**Work instructions**. Search each line below for "function", then return the lines where it appears.

*** Data listing ***

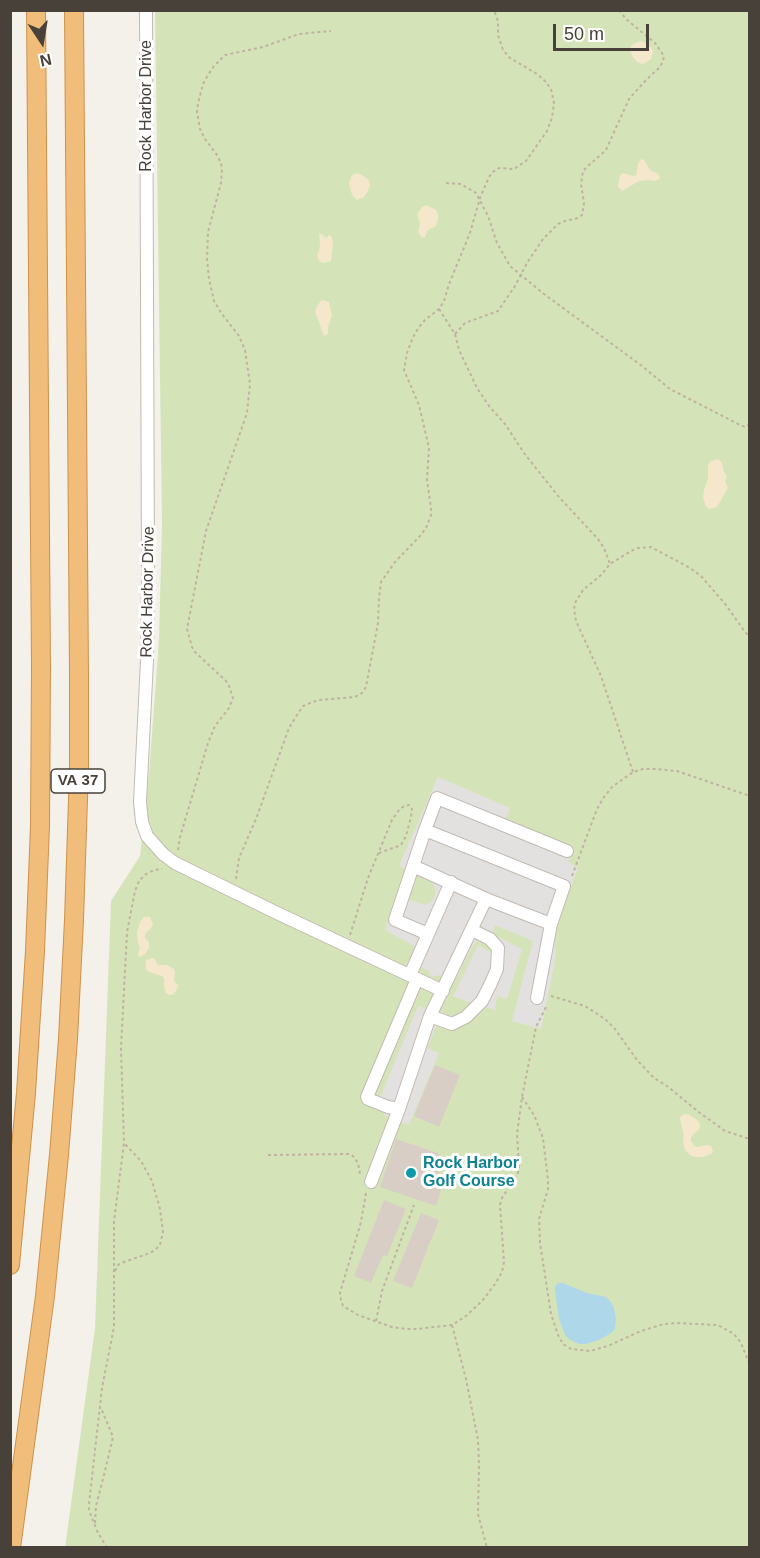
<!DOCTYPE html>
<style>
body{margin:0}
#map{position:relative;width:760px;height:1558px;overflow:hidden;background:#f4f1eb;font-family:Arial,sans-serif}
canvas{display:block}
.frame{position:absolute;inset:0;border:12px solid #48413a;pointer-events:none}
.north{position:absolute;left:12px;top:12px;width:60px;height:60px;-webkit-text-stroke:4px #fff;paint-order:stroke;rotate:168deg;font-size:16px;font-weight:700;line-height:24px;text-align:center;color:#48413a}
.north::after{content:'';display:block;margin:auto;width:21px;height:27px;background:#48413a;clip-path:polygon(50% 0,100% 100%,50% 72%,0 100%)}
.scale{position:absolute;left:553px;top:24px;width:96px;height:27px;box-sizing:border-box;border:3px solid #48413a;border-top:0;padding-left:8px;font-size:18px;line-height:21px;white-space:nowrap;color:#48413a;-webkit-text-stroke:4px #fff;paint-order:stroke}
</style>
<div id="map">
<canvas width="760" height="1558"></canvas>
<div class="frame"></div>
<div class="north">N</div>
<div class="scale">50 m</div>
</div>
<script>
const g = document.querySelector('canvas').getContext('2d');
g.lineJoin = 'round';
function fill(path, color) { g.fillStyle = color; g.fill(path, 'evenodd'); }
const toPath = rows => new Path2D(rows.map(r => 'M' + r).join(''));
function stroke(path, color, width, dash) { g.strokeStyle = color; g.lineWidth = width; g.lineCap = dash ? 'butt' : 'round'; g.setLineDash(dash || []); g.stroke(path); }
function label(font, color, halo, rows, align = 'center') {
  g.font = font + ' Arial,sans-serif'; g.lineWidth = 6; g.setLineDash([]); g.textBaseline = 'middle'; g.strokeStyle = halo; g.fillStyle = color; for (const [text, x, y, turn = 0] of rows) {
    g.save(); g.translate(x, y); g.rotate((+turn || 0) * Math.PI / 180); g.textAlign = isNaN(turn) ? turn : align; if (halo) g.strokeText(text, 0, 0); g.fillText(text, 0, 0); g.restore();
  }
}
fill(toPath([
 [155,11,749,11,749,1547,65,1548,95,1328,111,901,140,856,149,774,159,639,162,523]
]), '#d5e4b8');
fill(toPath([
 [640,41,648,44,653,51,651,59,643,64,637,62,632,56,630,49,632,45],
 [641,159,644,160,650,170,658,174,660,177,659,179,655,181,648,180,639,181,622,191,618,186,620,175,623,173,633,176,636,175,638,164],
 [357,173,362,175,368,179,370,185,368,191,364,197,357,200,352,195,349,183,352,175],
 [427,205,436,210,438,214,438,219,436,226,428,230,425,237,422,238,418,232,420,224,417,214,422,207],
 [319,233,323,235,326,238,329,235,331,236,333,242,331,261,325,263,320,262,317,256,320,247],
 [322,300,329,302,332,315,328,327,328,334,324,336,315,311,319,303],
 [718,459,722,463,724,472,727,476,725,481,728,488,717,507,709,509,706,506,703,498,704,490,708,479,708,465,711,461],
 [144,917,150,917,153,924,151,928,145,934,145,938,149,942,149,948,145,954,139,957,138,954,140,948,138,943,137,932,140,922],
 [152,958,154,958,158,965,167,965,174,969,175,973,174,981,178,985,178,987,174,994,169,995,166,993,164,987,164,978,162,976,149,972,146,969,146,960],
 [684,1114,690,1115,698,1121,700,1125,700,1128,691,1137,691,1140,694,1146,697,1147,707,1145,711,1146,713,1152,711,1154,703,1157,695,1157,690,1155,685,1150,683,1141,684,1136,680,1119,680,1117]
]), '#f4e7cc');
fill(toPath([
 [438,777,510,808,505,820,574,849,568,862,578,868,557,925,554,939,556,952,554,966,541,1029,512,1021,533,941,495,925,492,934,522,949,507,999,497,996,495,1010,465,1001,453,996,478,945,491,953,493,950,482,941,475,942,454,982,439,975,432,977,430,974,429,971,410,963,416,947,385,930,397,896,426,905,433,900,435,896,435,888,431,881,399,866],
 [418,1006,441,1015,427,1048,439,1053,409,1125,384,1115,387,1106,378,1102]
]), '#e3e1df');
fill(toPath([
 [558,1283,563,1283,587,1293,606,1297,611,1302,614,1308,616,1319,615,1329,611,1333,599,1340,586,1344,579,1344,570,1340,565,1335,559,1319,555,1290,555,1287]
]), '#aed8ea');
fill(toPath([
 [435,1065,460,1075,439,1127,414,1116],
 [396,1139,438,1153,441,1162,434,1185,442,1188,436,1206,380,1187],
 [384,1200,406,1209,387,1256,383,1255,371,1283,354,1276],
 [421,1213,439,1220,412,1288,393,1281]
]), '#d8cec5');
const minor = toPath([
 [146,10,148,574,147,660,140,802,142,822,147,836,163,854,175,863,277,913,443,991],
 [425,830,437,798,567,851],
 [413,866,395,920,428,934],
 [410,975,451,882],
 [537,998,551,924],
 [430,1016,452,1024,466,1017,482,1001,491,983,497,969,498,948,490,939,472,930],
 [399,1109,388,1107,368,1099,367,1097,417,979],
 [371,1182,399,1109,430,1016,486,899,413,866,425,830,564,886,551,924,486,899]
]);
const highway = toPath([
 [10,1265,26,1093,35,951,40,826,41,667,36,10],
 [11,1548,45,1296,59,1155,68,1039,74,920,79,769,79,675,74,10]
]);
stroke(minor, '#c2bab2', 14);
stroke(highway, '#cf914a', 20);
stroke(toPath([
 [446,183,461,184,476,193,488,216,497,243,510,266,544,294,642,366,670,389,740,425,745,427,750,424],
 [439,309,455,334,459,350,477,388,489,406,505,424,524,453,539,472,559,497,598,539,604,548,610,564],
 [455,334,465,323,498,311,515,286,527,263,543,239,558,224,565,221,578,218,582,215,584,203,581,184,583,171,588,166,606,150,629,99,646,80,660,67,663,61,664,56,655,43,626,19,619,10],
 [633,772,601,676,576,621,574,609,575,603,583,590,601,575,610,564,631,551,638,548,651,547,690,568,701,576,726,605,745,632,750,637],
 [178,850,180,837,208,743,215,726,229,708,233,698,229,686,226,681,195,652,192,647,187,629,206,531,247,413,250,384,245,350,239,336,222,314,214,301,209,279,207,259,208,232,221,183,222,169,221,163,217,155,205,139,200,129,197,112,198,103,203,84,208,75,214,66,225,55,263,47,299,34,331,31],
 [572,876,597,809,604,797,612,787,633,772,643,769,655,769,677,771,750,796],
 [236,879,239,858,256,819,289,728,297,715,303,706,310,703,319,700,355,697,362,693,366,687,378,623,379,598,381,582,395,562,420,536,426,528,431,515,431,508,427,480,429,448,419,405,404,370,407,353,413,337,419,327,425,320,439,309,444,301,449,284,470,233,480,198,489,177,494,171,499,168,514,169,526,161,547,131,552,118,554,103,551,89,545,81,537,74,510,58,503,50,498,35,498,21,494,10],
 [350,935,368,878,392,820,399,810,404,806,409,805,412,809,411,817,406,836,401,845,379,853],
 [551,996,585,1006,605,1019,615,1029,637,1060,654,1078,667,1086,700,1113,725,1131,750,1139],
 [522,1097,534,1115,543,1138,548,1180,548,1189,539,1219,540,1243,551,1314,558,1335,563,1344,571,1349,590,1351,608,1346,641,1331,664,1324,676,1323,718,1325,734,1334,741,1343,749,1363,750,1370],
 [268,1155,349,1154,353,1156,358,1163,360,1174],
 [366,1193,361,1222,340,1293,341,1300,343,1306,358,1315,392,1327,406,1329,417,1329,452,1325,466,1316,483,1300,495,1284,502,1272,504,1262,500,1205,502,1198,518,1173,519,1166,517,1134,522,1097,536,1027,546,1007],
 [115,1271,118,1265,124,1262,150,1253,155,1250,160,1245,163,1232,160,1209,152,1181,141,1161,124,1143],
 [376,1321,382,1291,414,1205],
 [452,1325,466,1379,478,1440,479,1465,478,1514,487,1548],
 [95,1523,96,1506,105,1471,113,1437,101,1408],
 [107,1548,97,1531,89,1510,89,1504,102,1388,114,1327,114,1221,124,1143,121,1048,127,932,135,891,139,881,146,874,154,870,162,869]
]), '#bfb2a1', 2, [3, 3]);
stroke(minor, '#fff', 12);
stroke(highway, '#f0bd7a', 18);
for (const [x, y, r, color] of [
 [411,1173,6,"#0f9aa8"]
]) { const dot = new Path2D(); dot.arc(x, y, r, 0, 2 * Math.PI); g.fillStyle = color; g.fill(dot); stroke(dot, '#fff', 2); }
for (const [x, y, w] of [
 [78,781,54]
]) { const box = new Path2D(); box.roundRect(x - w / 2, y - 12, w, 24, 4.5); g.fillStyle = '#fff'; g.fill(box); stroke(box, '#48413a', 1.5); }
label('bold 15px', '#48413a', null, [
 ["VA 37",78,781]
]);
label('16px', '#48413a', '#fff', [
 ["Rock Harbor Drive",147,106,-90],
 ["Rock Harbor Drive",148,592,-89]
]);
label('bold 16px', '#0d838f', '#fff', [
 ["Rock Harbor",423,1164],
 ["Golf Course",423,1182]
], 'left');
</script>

*** End of Data listing ***
*** Data listing ***

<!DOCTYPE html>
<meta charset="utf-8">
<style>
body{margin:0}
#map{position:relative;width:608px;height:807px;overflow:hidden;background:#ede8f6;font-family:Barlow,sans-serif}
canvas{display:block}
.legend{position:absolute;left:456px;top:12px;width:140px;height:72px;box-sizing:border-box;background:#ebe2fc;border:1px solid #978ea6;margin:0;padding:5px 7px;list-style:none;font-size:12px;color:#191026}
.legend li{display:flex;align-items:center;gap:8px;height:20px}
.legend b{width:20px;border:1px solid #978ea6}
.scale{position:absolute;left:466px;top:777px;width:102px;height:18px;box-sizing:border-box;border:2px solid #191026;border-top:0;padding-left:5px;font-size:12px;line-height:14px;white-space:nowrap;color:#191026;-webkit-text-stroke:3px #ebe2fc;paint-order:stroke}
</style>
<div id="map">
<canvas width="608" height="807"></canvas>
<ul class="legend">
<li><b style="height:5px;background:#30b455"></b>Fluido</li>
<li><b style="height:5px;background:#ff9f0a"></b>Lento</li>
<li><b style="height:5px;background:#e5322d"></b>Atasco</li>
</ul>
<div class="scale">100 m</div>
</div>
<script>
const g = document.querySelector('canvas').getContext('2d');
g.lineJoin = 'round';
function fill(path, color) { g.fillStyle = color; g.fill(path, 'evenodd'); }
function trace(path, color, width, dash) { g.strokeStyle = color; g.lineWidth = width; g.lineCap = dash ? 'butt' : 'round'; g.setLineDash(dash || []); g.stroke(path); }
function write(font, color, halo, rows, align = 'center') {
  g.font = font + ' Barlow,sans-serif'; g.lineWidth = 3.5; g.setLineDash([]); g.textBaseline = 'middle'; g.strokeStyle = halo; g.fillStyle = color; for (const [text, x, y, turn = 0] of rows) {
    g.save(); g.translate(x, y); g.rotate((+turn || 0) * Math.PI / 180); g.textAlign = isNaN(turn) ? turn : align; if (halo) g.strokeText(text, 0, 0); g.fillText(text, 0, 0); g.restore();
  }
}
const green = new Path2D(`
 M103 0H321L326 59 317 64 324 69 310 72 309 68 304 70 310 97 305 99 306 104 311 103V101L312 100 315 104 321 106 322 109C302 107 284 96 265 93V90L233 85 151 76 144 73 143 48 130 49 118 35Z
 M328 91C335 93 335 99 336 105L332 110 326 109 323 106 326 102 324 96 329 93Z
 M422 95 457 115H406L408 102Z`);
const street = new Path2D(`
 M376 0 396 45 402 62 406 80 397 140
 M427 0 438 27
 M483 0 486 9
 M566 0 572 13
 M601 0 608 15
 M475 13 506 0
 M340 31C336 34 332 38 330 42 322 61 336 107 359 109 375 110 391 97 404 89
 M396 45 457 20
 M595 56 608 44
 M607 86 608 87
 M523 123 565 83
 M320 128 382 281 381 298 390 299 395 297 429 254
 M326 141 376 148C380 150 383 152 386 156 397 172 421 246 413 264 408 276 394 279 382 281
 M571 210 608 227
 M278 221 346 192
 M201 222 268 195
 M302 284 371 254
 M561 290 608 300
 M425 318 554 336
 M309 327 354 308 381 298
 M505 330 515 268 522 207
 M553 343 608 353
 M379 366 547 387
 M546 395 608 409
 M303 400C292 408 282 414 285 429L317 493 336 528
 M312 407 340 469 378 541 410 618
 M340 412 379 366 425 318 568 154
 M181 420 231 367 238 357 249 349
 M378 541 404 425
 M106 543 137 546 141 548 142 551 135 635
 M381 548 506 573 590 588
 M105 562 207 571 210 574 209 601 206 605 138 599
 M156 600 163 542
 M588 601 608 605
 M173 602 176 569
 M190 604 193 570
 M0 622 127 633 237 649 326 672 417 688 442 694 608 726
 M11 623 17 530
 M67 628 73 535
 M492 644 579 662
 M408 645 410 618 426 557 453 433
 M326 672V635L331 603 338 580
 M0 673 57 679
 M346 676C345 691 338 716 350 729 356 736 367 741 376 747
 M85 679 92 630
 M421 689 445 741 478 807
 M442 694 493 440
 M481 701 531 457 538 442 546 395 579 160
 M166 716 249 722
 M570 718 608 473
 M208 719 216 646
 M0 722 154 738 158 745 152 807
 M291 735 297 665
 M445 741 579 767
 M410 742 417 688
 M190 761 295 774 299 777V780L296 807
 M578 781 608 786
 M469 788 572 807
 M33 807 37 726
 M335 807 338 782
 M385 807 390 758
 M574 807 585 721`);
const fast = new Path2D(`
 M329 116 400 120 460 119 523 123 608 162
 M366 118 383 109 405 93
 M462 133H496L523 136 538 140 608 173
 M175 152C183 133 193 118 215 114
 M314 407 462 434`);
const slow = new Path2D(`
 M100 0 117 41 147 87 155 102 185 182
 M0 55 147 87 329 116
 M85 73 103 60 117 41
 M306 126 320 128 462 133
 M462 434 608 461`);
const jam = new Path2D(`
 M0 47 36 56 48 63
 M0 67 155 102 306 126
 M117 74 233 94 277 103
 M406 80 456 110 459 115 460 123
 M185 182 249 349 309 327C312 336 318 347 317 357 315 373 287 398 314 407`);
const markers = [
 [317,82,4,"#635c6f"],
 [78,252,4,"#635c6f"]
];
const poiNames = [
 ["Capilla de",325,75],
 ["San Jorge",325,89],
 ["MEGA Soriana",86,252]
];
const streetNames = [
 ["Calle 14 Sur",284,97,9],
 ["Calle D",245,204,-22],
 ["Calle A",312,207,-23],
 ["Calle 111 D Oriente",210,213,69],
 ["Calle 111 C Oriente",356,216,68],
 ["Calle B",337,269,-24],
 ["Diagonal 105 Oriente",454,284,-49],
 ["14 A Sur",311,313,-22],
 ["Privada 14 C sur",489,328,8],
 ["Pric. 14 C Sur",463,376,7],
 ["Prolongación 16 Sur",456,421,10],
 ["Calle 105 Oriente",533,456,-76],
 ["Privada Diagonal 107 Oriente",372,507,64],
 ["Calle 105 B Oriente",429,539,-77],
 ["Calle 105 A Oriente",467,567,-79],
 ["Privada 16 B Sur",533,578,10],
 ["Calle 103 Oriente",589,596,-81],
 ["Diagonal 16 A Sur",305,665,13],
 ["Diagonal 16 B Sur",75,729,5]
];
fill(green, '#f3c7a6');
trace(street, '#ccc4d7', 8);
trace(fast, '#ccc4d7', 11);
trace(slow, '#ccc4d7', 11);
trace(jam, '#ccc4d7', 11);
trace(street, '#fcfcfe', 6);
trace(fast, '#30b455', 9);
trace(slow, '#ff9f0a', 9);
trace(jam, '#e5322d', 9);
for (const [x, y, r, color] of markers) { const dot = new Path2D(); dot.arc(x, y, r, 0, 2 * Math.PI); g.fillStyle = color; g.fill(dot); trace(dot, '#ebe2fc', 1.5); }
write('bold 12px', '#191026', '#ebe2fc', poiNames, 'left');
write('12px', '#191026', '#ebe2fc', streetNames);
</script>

*** End of Data listing ***

**Written answer**.
function fill(path, color) { g.fillStyle = color; g.fill(path, 'evenodd'); }
function stroke(path, color, width, dash) { g.strokeStyle = color; g.lineWidth = width; g.lineCap = dash ? 'butt' : 'round'; g.setLineDash(dash || []); g.stroke(path); }
function label(font, color, halo, rows, align = 'center') {
function fill(path, color) { g.fillStyle = color; g.fill(path, 'evenodd'); }
function trace(path, color, width, dash) { g.strokeStyle = color; g.lineWidth = width; g.lineCap = dash ? 'butt' : 'round'; g.setLineDash(dash || []); g.stroke(path); }
function write(font, color, halo, rows, align = 'center') {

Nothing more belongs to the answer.